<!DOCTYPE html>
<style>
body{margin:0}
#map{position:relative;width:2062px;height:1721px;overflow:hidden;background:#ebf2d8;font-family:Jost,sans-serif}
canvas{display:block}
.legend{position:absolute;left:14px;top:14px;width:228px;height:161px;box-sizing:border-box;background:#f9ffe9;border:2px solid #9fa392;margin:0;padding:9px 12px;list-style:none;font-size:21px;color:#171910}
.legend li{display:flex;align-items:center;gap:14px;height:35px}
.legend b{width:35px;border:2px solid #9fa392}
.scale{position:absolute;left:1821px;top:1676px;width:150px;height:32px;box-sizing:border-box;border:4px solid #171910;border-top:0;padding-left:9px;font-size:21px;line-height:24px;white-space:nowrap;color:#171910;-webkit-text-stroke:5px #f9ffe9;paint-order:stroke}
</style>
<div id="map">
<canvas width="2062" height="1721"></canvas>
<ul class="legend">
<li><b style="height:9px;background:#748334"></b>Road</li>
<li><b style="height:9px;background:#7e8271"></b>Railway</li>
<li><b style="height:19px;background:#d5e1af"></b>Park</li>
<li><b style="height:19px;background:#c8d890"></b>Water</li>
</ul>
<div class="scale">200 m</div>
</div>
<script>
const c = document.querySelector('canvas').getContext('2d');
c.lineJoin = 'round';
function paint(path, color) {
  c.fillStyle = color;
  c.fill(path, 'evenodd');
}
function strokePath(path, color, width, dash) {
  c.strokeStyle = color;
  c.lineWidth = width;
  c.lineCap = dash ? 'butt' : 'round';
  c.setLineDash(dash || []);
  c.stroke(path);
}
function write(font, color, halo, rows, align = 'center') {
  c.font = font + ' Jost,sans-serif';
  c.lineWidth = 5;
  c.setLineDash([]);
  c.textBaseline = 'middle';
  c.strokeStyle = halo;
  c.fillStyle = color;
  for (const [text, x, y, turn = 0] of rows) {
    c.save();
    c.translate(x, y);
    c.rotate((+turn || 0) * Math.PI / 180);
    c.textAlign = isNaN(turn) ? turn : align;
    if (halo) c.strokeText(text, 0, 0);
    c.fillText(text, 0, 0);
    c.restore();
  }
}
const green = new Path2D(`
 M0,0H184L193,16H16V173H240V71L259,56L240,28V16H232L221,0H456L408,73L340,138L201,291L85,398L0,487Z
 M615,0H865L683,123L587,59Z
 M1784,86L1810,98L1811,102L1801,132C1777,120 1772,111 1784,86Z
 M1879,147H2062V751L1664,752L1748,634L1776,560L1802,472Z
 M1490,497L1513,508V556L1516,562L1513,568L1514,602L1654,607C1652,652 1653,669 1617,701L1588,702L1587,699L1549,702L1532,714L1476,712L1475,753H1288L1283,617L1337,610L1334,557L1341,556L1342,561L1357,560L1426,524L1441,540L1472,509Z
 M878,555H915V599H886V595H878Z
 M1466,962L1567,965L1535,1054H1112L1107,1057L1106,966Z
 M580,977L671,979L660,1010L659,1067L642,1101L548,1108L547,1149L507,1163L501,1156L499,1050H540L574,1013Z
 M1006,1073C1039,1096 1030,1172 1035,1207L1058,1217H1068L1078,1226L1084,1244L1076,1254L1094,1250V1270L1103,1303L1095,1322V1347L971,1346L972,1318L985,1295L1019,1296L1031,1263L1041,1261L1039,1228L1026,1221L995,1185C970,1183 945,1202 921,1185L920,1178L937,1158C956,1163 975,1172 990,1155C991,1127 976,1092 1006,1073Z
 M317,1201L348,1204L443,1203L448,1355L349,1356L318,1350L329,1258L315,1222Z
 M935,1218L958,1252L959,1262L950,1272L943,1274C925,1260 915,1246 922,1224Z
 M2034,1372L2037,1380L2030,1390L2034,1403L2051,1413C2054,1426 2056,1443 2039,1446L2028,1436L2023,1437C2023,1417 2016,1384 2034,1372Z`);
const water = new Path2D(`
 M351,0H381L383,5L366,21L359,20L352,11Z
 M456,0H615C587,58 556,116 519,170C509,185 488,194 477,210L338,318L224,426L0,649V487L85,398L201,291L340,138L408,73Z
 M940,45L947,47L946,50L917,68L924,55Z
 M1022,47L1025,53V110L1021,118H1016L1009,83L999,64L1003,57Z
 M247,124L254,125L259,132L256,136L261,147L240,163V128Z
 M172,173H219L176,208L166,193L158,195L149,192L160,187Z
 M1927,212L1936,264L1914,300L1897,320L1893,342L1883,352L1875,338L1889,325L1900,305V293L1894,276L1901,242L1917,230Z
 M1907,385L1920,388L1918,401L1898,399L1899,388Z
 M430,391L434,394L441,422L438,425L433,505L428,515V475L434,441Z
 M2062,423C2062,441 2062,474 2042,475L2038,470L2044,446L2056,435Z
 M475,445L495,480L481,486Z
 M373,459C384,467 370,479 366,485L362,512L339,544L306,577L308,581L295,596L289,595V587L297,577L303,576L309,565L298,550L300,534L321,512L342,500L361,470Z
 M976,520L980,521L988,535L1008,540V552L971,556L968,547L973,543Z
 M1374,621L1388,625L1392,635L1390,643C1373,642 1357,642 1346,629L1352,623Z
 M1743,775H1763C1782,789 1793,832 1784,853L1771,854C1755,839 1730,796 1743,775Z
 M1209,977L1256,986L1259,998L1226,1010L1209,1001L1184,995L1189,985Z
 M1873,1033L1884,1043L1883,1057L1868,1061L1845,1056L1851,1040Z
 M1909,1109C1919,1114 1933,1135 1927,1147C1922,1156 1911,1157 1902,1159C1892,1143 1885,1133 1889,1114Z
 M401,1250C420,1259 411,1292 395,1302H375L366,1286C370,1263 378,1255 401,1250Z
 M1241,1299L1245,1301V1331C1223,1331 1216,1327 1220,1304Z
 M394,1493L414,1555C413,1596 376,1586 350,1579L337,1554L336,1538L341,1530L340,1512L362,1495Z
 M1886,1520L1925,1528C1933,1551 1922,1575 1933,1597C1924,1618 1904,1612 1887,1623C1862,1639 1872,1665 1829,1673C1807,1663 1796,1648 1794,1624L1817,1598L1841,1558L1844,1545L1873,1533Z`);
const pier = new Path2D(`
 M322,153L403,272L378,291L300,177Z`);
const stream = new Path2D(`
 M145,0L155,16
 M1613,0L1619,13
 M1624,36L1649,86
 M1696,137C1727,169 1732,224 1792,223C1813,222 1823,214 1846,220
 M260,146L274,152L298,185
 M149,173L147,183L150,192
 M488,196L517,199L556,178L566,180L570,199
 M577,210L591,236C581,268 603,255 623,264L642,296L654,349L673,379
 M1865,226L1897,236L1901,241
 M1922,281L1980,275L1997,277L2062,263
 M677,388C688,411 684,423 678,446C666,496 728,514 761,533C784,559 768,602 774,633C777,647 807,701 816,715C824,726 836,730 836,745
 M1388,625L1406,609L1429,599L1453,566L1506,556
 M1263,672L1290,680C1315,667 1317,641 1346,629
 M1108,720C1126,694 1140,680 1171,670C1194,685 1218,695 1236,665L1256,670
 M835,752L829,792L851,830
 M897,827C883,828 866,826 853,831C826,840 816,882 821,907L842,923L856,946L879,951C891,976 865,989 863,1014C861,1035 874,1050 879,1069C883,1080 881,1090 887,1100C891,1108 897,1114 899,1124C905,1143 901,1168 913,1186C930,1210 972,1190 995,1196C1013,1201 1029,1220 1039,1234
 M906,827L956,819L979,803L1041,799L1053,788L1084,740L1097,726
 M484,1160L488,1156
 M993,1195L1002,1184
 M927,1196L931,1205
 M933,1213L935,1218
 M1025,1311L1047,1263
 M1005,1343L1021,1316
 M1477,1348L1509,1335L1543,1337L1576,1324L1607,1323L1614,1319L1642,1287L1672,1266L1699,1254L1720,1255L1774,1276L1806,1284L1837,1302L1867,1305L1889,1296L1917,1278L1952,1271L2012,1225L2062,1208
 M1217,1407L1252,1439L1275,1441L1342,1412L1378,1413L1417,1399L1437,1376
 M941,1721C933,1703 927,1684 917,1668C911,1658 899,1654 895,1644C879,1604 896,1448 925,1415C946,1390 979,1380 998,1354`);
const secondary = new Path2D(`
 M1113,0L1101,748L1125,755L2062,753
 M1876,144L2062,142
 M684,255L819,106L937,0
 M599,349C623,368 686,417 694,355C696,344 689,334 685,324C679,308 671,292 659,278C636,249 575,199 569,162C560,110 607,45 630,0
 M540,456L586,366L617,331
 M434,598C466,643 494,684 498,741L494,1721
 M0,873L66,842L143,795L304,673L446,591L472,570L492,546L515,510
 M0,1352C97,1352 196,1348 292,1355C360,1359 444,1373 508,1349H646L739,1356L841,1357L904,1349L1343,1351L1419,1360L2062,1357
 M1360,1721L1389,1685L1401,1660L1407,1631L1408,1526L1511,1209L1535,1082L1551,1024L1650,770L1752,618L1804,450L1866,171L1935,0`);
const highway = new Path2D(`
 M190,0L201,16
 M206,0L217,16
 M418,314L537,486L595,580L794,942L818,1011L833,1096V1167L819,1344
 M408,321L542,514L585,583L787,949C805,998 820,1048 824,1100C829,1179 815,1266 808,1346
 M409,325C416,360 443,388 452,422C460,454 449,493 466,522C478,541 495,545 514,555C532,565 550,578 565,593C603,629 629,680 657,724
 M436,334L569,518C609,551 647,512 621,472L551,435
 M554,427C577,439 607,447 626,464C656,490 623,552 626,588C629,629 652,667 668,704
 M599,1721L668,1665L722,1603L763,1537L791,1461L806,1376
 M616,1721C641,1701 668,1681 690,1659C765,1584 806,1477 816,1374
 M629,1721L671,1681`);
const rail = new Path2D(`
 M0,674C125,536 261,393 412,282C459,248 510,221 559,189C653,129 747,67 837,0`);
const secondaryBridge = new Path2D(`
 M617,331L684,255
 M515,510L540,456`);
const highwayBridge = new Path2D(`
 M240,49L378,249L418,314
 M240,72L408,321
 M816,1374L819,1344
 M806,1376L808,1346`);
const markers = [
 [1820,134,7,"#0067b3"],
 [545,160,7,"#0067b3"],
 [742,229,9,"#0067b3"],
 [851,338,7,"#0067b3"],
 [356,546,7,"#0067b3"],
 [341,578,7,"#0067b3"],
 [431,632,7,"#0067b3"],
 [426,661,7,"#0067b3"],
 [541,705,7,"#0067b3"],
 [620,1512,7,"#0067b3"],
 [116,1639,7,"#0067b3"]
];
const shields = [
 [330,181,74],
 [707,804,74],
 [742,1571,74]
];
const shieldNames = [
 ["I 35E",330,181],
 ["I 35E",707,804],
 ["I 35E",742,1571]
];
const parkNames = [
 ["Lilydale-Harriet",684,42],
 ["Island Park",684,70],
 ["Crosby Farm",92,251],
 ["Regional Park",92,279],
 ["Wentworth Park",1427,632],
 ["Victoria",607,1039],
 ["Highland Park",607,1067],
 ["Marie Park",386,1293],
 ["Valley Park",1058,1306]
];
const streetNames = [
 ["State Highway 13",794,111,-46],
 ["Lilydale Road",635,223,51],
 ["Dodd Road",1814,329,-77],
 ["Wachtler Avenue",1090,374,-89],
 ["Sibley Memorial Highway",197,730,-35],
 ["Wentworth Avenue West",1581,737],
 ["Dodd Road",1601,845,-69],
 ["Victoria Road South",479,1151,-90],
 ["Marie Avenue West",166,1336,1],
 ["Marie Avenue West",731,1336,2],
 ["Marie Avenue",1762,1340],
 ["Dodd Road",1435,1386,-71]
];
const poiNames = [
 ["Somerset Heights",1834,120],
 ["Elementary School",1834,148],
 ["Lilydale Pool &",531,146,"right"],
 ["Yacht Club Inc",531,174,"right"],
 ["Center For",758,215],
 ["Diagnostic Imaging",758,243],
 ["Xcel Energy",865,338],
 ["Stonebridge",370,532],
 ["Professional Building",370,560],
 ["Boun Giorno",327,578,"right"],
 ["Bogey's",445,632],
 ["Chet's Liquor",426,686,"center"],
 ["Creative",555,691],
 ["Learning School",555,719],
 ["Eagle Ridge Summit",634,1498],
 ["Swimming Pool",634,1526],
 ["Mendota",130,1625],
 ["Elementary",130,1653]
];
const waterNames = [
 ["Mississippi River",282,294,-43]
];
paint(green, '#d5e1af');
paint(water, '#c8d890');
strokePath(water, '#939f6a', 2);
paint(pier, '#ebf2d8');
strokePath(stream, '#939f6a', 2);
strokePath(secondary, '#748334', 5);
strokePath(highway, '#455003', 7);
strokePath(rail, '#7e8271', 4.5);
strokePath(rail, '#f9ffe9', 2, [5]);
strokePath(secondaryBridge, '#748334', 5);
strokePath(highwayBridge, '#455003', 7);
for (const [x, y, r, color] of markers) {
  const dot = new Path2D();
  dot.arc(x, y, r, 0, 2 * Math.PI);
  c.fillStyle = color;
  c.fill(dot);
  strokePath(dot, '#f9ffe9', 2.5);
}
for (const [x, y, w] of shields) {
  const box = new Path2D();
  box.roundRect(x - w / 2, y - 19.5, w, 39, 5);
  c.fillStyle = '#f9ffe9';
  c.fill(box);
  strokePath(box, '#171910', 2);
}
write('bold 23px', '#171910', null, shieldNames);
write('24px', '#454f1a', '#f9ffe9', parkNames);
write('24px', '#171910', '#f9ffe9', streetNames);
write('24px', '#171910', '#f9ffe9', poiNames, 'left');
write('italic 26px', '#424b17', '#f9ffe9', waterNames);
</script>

Problem -
Look over the listing. Pull out every line with the string "turn" in it.

Task result -
  for (const [text, x, y, turn = 0] of rows) {
    c.rotate((+turn || 0) * Math.PI / 180);
    c.textAlign = isNaN(turn) ? turn : align;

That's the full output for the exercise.